Thank you in advance Emilie
Perhaps @Juke34 has a better understanding, but I'm confused here. The functional annotation workflow doesn't use GAAS. I'm not familiar with how you've reached this step, so I'm not sure where GAAS has come into it.
I am sorry if I am was not clear: my issue concerns the way InterProScan is run via GAAS. I run InterProScan manually with seemingly the same parameters but I get different results/hits. I ran also the same query for one gene sequence, as example, on InterProScan website; those results are different from the hits return that GAAS as well. Results are in the first comment. Thank you in advance
GAAS doesn't run InterProScan though. You mean this Nextflow workflow right ( which isn't GAAS, but some subworkflows use the GAAS package scripts)?
Since you're using conda, are you sure the Database versions in your local run are the same as the databases in the conda package?

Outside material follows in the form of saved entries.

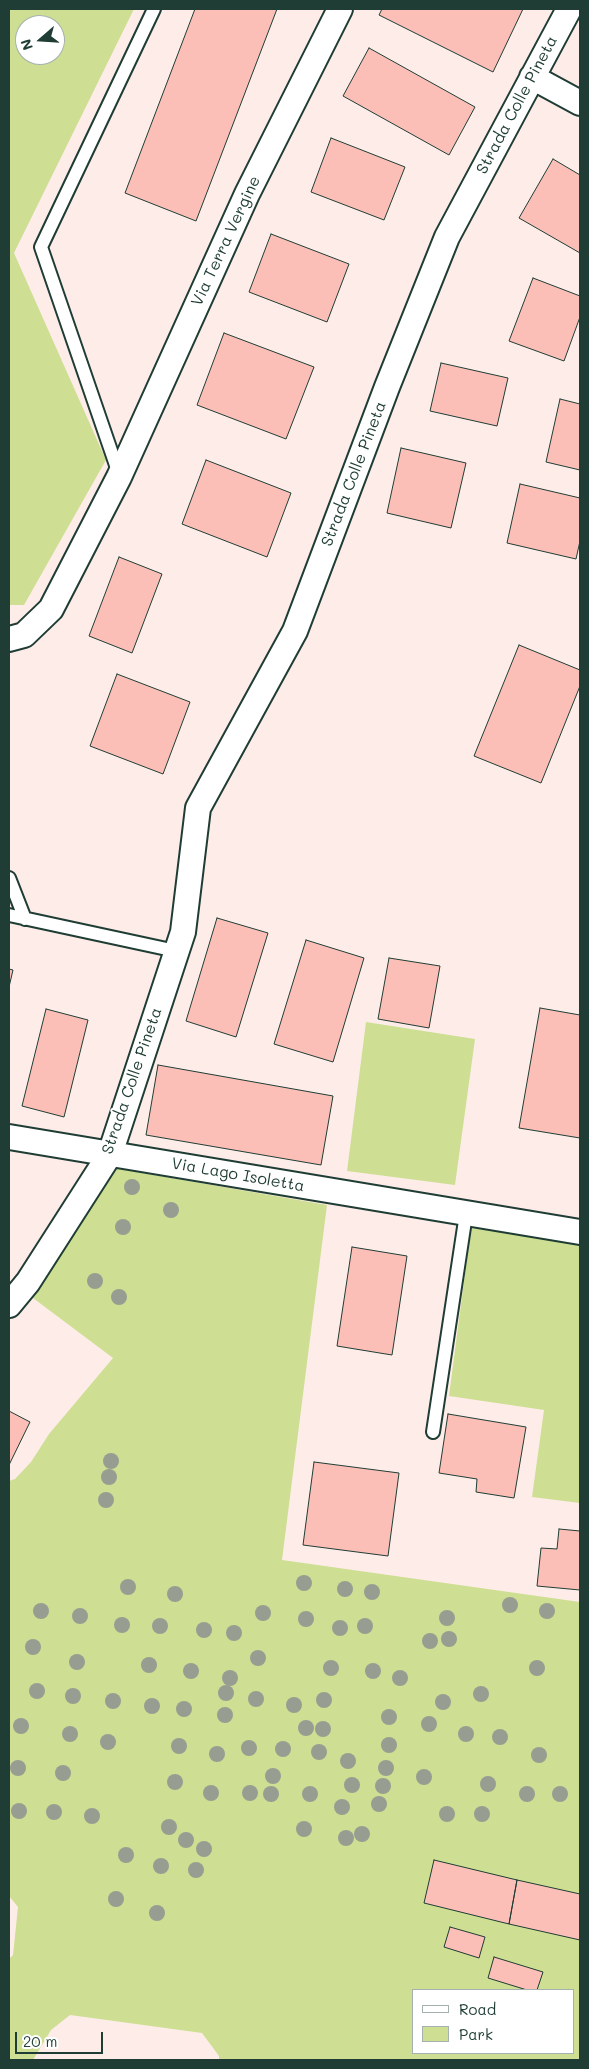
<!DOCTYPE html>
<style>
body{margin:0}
#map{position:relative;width:589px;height:2069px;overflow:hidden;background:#feece9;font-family:Mali,sans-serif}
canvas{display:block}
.frame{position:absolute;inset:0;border:10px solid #1f3d34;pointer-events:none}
.legend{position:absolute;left:412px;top:1989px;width:162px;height:65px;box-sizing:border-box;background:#fff;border:1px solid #a5b1ae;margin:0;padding:6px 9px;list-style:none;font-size:15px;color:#1f3d34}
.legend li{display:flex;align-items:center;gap:10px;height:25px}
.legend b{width:25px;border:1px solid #a5b1ae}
.north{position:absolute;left:15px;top:15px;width:50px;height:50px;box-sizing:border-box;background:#fff;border:1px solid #a5b1ae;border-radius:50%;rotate:251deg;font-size:14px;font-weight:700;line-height:20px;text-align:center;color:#1f3d34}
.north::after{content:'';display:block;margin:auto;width:18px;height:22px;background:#1f3d34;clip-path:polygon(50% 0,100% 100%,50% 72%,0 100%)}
.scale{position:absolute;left:15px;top:2032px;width:88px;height:22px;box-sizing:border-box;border:2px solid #1f3d34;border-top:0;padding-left:6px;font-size:15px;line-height:18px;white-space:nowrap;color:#1f3d34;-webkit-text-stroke:4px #fff;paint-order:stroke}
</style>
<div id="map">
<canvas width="589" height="2069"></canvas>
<div class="frame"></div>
<ul class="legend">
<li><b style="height:6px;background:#fff"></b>Road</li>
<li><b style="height:14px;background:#cedf93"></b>Park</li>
</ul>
<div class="north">N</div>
<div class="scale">20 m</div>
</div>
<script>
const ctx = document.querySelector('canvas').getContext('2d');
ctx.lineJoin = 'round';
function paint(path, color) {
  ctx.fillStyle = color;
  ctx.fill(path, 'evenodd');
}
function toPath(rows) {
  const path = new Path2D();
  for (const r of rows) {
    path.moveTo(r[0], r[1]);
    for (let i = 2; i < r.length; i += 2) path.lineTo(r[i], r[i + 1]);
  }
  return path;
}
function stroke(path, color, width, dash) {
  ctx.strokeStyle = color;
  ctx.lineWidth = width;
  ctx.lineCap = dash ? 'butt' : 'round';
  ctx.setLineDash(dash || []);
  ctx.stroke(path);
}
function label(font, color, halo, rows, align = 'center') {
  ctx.font = font + ' Mali,sans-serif';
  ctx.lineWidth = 4;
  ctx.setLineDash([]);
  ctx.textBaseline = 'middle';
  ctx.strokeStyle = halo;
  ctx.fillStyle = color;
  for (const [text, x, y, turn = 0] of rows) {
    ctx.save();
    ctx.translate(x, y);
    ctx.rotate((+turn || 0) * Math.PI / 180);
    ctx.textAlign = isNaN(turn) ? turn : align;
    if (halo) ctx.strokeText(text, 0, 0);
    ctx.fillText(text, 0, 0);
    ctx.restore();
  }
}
paint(toPath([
 [9,9,134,9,14,253,106,460,24,605,9,605],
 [25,25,55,25,55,55,25,55],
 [366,1022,475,1039,455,1185,347,1171],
 [114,1168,327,1205,282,1560,580,1602,580,2060,219,2060,219,2056,202,2033,70,2015,51,2030,33,2060,9,2060,9,1959,13,1955,18,1907,9,1896,9,1481,15,1479,31,1462,49,1434,113,1358,25,1292],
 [413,1990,573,1990,573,2053,413,2053],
 [471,1228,580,1243,580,1503,532,1497,544,1410,449,1396]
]), '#cedf93');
const building = toPath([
 [195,9,277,9,196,221,125,193,195,9],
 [382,9,523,9,493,72,379,15,382,9],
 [369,48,475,107,449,155,343,96,369,48],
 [331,138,405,167,384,220,311,192,331,138],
 [553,159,580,175,580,253,519,218,553,159],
 [271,234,349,264,327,322,249,292,271,234],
 [533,278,580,296,580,317,564,361,509,341,533,278],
 [224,333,314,367,286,439,197,405,224,333],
 [441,363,508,378,497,426,430,411,441,363],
 [560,399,580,404,580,470,546,462,560,399],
 [401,448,466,463,451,528,387,513,401,448],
 [206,460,291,493,267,557,182,524,206,460],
 [520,484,580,498,580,541,576,559,507,543,520,484],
 [119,557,162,574,132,653,89,636,119,557],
 [519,645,580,670,580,686,541,783,474,756,519,645],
 [117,674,190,702,163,774,90,746,117,674],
 [217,918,268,933,236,1037,186,1021,217,918],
 [306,940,364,958,333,1062,274,1044,306,940],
 [389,958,440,966,429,1028,378,1019,389,958],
 [9,969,13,970,9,987,9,969],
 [540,1008,580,1015,580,1138,519,1128,540,1008],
 [46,1009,88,1020,64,1117,22,1106,46,1009],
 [158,1065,333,1096,321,1165,146,1135,158,1065],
 [352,1247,407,1256,392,1355,337,1346,352,1247],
 [9,1411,30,1422,9,1465,9,1411],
 [448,1414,526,1427,514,1498,476,1492,477,1479,439,1473,448,1414],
 [314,1462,399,1473,388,1556,303,1545,314,1462],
 [559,1529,580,1531,580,1590,537,1586,541,1548,557,1549,559,1529],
 [434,1860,517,1880,509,1924,424,1903,434,1860],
 [517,1880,580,1894,580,1940,509,1924,517,1880],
 [450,1927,485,1937,479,1958,444,1947,450,1927],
 [494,1957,543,1972,537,1990,527,1990,488,1978,494,1957]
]);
paint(building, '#fbbfb7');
stroke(building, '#1f3d34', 1);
const service = toPath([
 [119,474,41,247,154,9],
 [9,878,25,919],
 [9,915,176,951],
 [433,1432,466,1214]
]);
const minor = toPath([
 [532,77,580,103],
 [9,639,24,635,51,609,119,477,247,194,340,9],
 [9,1137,580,1232],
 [9,1305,28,1282,110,1154,183,932,198,808,295,631,387,387,447,237,569,9]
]);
stroke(service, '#1f3d34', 16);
stroke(minor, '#1f3d34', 28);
stroke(service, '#fff', 12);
stroke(minor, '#fff', 24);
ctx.fillStyle = '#979d90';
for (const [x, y] of [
 [132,1187],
 [171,1210],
 [123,1227],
 [95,1281],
 [119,1297],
 [111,1461],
 [109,1477],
 [106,1500],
 [304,1583],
 [128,1587],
 [345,1589],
 [372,1592],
 [175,1594],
 [510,1605],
 [41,1611],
 [547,1611],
 [263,1613],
 [80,1616],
 [447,1618],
 [306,1619],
 [122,1625],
 [160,1626],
 [365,1626],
 [340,1628],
 [204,1630],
 [234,1633],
 [449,1639],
 [430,1641],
 [33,1647],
 [258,1658],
 [77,1662],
 [149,1665],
 [331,1668],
 [537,1668],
 [191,1671],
 [373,1671],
 [230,1678],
 [400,1678],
 [37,1691],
 [226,1693],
 [481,1694],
 [73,1696],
 [256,1699],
 [324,1700],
 [113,1701],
 [443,1702],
 [294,1705],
 [152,1706],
 [184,1709],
 [225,1715],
 [389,1717],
 [429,1724],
 [21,1726],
 [306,1728],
 [323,1729],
 [70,1734],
 [466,1734],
 [500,1737],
 [108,1742],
 [389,1745],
 [179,1746],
 [249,1748],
 [283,1749],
 [319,1752],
 [217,1754],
 [539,1755],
 [348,1761],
 [18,1768],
 [386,1768],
 [63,1773],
 [273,1776],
 [424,1777],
 [175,1782],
 [488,1784],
 [352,1785],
 [383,1786],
 [211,1793],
 [250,1793],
 [271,1794],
 [310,1794],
 [527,1794],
 [560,1794],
 [379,1804],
 [342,1807],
 [19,1811],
 [54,1812],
 [447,1814],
 [482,1814],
 [92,1816],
 [169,1827],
 [304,1829],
 [362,1834],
 [346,1838],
 [186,1840],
 [204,1849],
 [126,1855],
 [161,1866],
 [196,1870],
 [116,1899],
 [157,1913]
]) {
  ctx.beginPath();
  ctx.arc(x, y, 8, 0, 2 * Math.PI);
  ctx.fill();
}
label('16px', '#1f3d34', '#fff', [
 ["Strada Colle Pineta",517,105,-62],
 ["Via Terra Vergine",226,241,-65],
 ["Strada Colle Pineta",354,474,-69],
 ["Strada Colle Pineta",132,1081,-71],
 ["Via Lago Isoletta",238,1175,10]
]);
</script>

I apologize you are right I run the functional annotation step of the Nextflow workflow: https://github.com/NBISweden/pipelines-nextflow/blob/master/subworkflows/functional_annotation/README.md
I can see the version of InterProScan being run but I am not sure how to find information about the database version, either local or via Nextflow. Both instances are run via conda. I checked on InterProScan website and there again I cannot see databases version information: https://www.ebi.ac.uk/interpro/search/sequence/
I just tested making an interproscan installation using conda to see what the databases are: It seems the version is tied to the build. However something I didn't know about is the databases are not packaged with conda. It instructs to download the databases which our pipeline doesn't do as I didn't know about it from the nf-core module.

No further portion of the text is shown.